The other day a good friend and I were discussing the state of the world. Our conversation touched on the Boston Marathon bombing, the Bangladesh factory collapse, drone warfare, Guantanamo, the increasing concentration of media ownership, and the sorry state of the Roman Catholic Church. My friend remarked on the futility of attempting to do anything to change the world situation. Better to simply tend your garden, he said, rather than wasting psychic energy and physical effort to affect what cannot be changed.

I must confess that I found myself agreeing with my conversation partner more than not. It all seems so futile when we consider the overwhelming power of money, the state, the military, and of education and media propaganda whose predominantly conservative purpose is to keep things the way they are.

Suitably depressed, I took up my spiritual reading before going to bed. I’m currently pouring over, perhaps for the fifth time, Eknath Easwaran’s commentary on the Bhagavad Gita. In The End of Sorrow, the first of his three volume work (The Bhagavad Gita for Daily Living), Easwaran addresses the question of “detachment.” By that he means being free from anxiety or depression about the results of anything we do. What I read seemed intimately related to my exchange with my dear friend.

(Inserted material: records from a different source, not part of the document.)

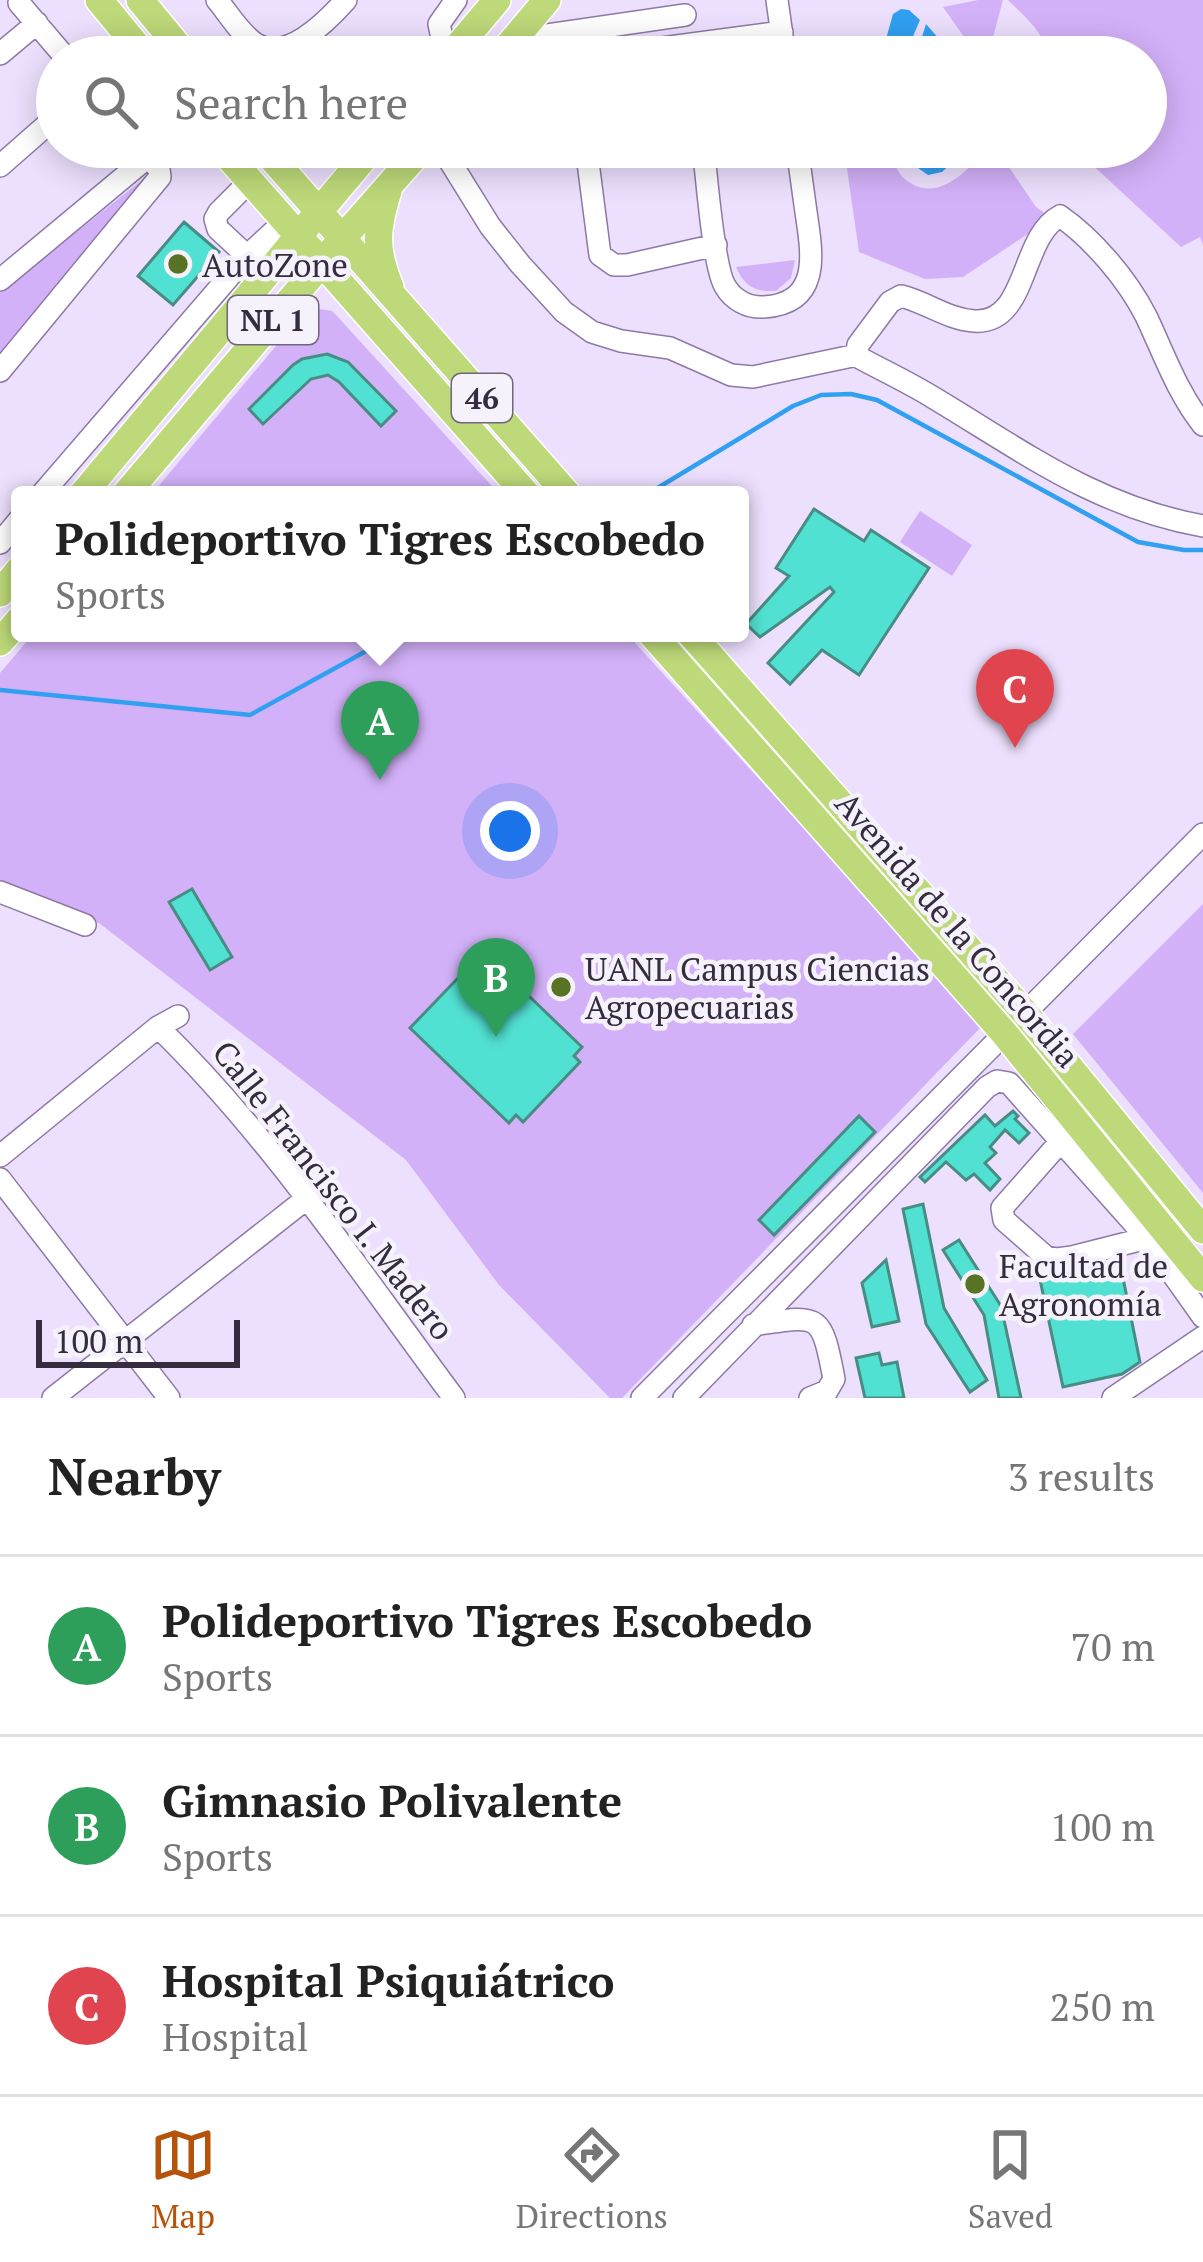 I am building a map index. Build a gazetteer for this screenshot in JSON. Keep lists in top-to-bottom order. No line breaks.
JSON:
{"streets":{"main road":["NL 1","46","Avenida de la Concordia"],"street":["Calle Francisco I. Madero"]},"crossings":[["NL 1","46"]],"places":["AutoZone","UANL Campus Ciencias Agropecuarias","Facultad de Agronomía"],"scale_bar":"100 m","page":{"search":"Search here","popup":["Polideportivo Tigres Escobedo","Sports"],"pins":["C","A","B"],"scale":"100 m","heading":["Nearby","3 results"],"list":[{"mark":"A","name":"Polideportivo Tigres Escobedo","note":"Sports","value":"70 m"},{"mark":"B","name":"Gimnasio Polivalente","note":"Sports","value":"100 m"},{"mark":"C","name":"Hospital Psiquiátrico","note":"Hospital","value":"250 m"}],"nav":["Map","Directions","Saved"]}} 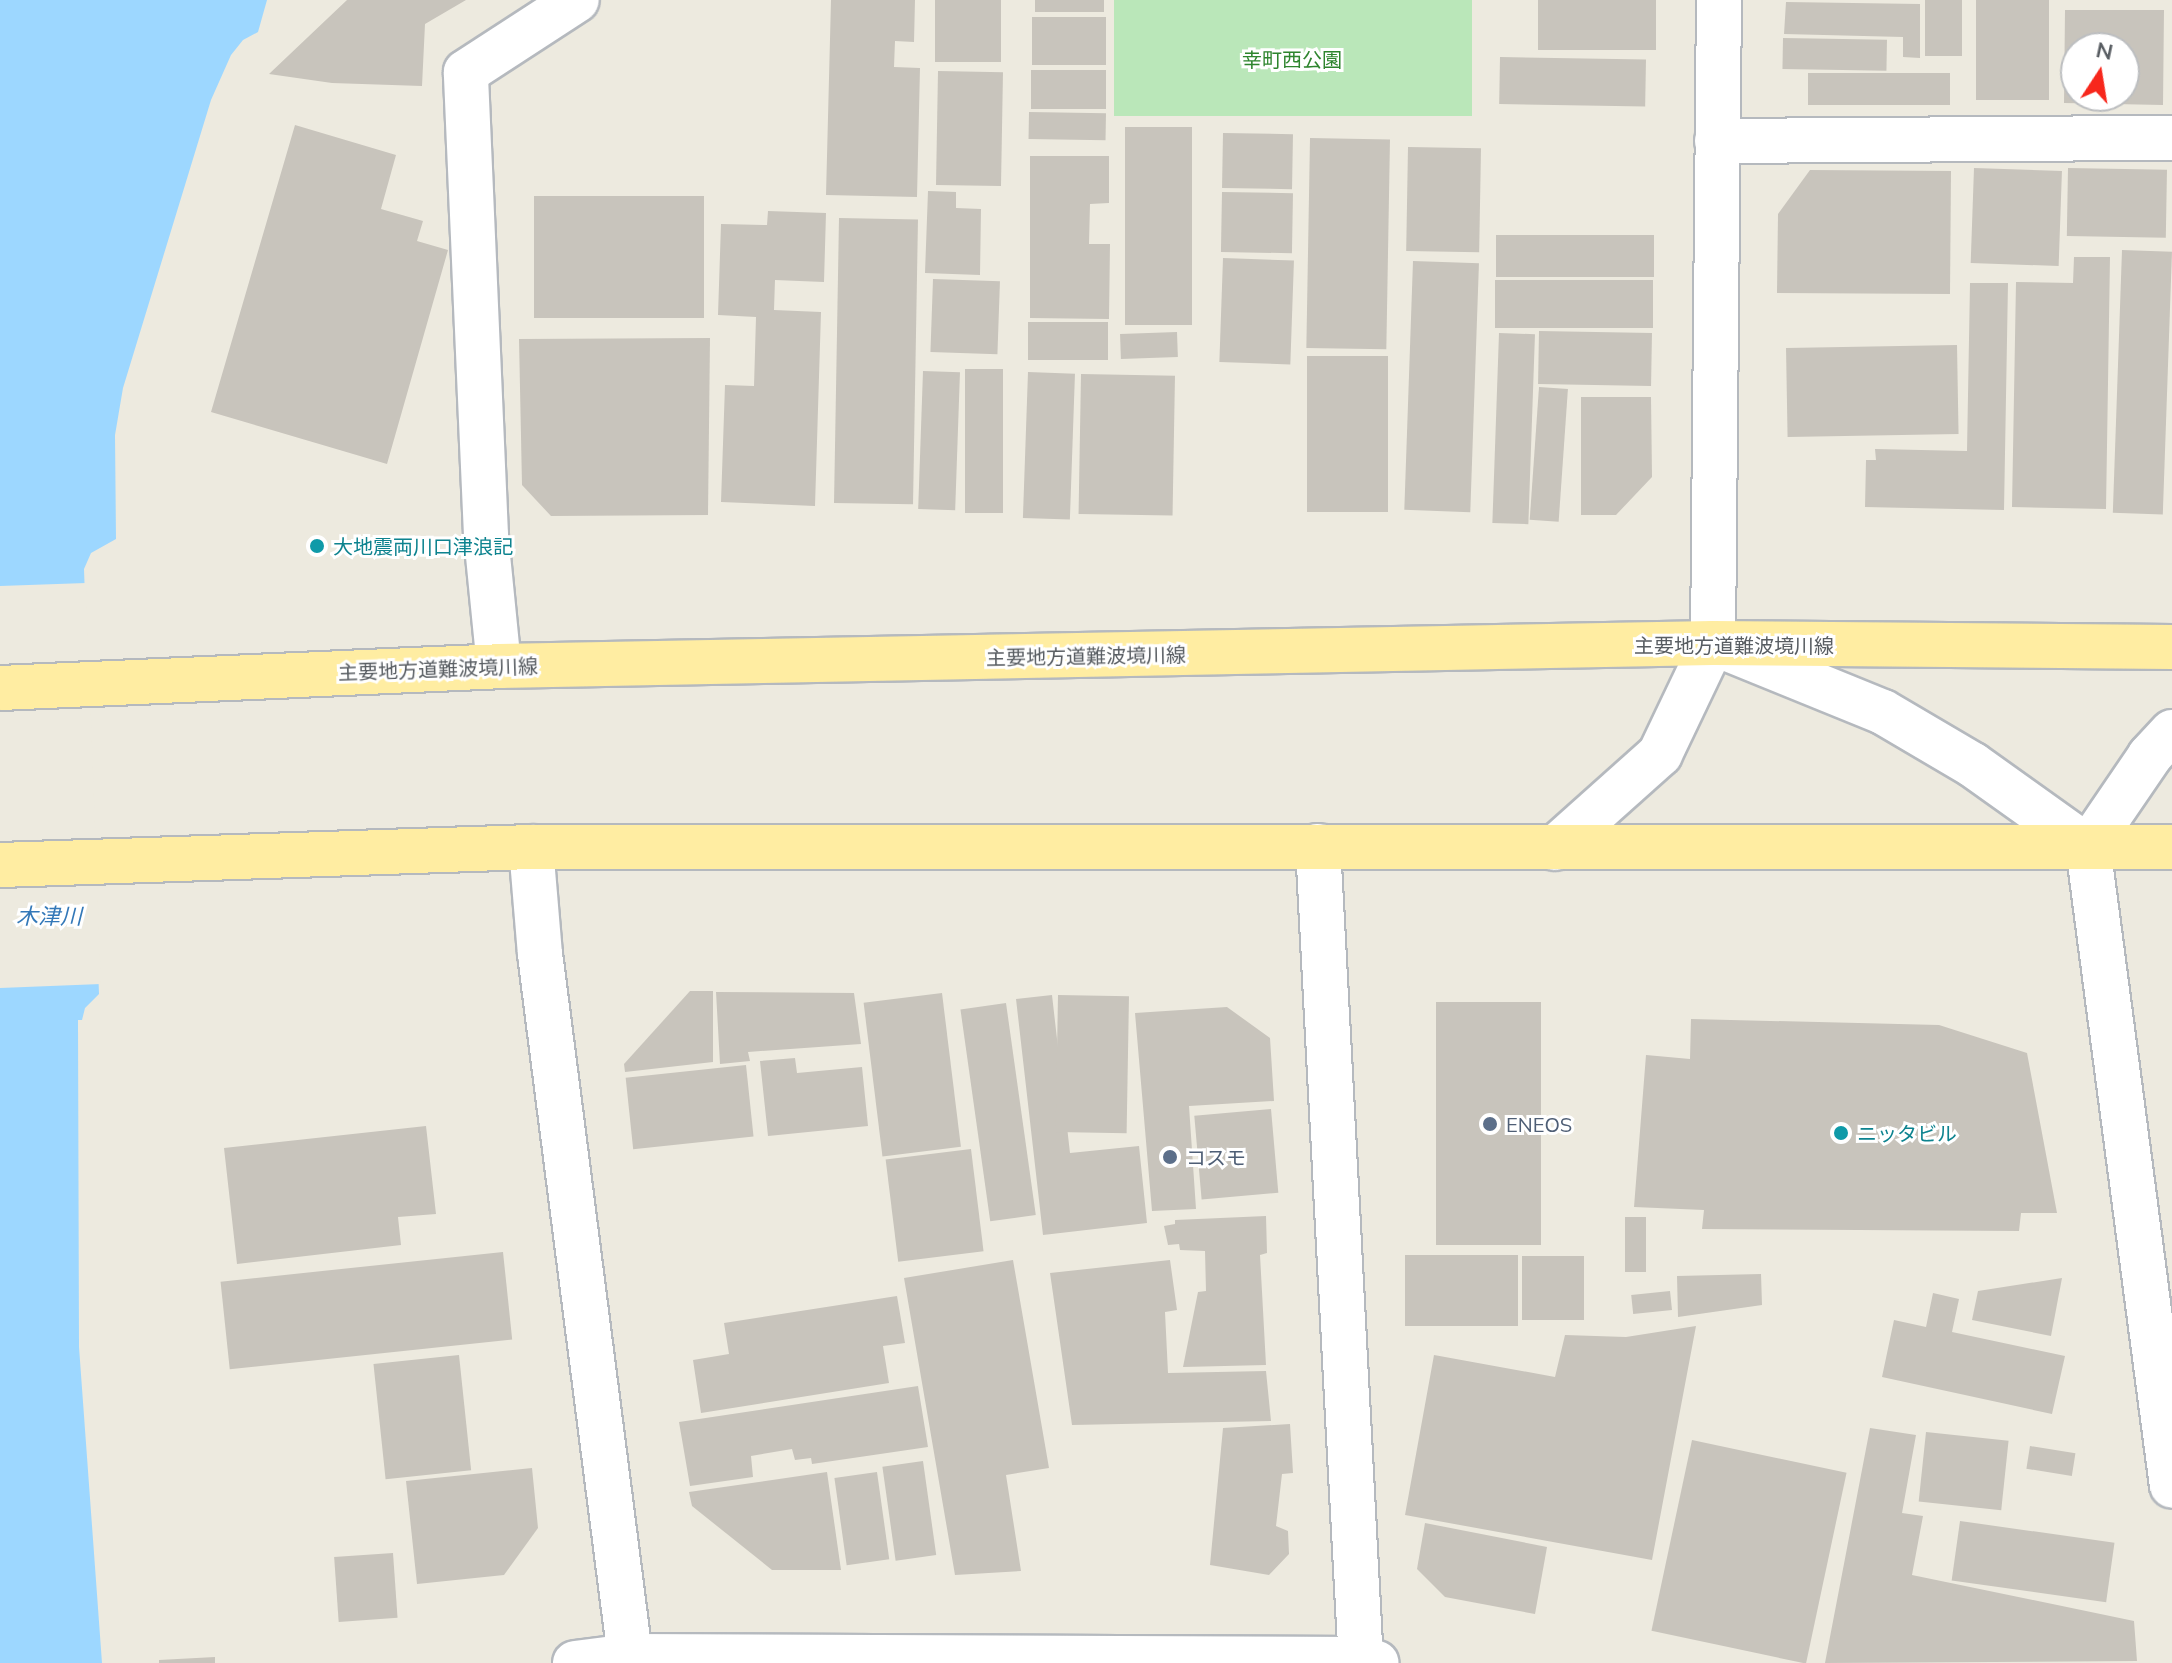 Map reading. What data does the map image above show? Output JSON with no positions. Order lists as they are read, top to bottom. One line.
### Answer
{"streets":{"main road":["主要地方道難波境川線"]},"water":["木津川"],"parks":["幸町西公園"],"places":["大地震両川口津浪記","ENEOS","ニッタビル","コスモ"],"north":"top"} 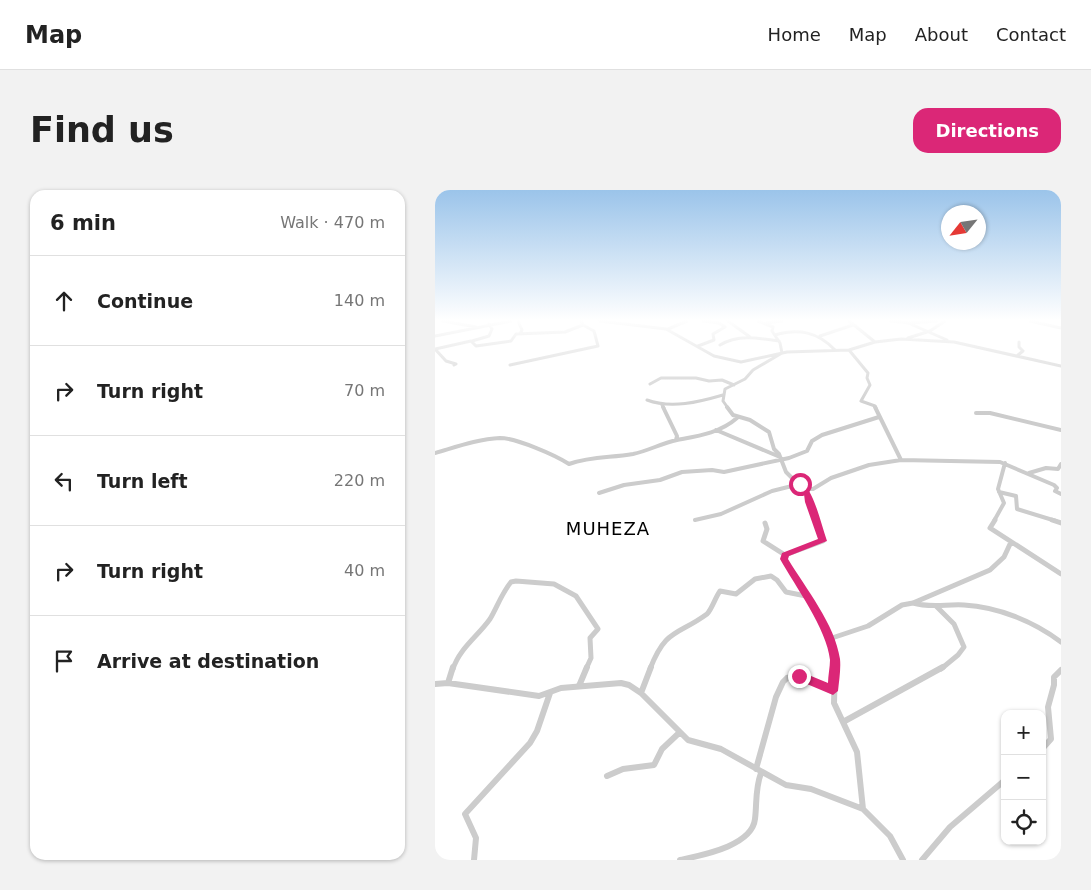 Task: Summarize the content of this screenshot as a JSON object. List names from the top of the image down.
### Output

Easwaran points to the example of Gandhi:

“Prior to Gandhi, even people who had seen and grieved over the political bondage of India could not bring themselves to act because they thought the situation was impossible. They could not act because even before taking the first step they were already caught in results. We too, when faced with problems, have a tendency to think, ‘There is nothing we can do about it.’ . . . Wherever we find a wrong situation – in our personal life, in our country’s life, or in our world’s conflicts – we all have a duty to work to correct it.”

The words hit home. It’s giving up in the face of seemingly overwhelming odds that so strongly tempts us (me!). It’s just so easy to give up.

But as Kevin Trudeau reminds us, the temptation gives us far more credit for knowing our situation than our actual condition warrants. Coming from a completely secular and otherwise questionable perspective, Trudeau says we’re like people looking at a computer screen, but seeing only the bottom right hand corner – perhaps an inch square. We just don’t see what’s going on in the rest of the screen at all. But we make decisions and value judgments, we go in and out of depression as though we were all-knowing. We react and get attached to results as though our lives were not mere blips on the cosmic screen.

Thankfully, we don’t know very much. And our brief lives don’t offer much perspective on the effects of our actions. I’m reminded of what Mao Tse- tung’s is reputed to have answered when asked whether he thought the French Revolution was successful or not. “Too soon to say,” was his response.

It’s definitely too soon to say what the effects of our actions are or those of Dorothy Day, Daniel Berrigan, Bradley Manning, or John XXIII.

My friend is right. Results are out of our hands. But the person of faith, like Gandhi and those others I’ve just mentioned pushes ahead, doing what’s possible, leaving the results in the hands of the One who directs the universe. Only She sees the whole screen.

I take some comfort in that.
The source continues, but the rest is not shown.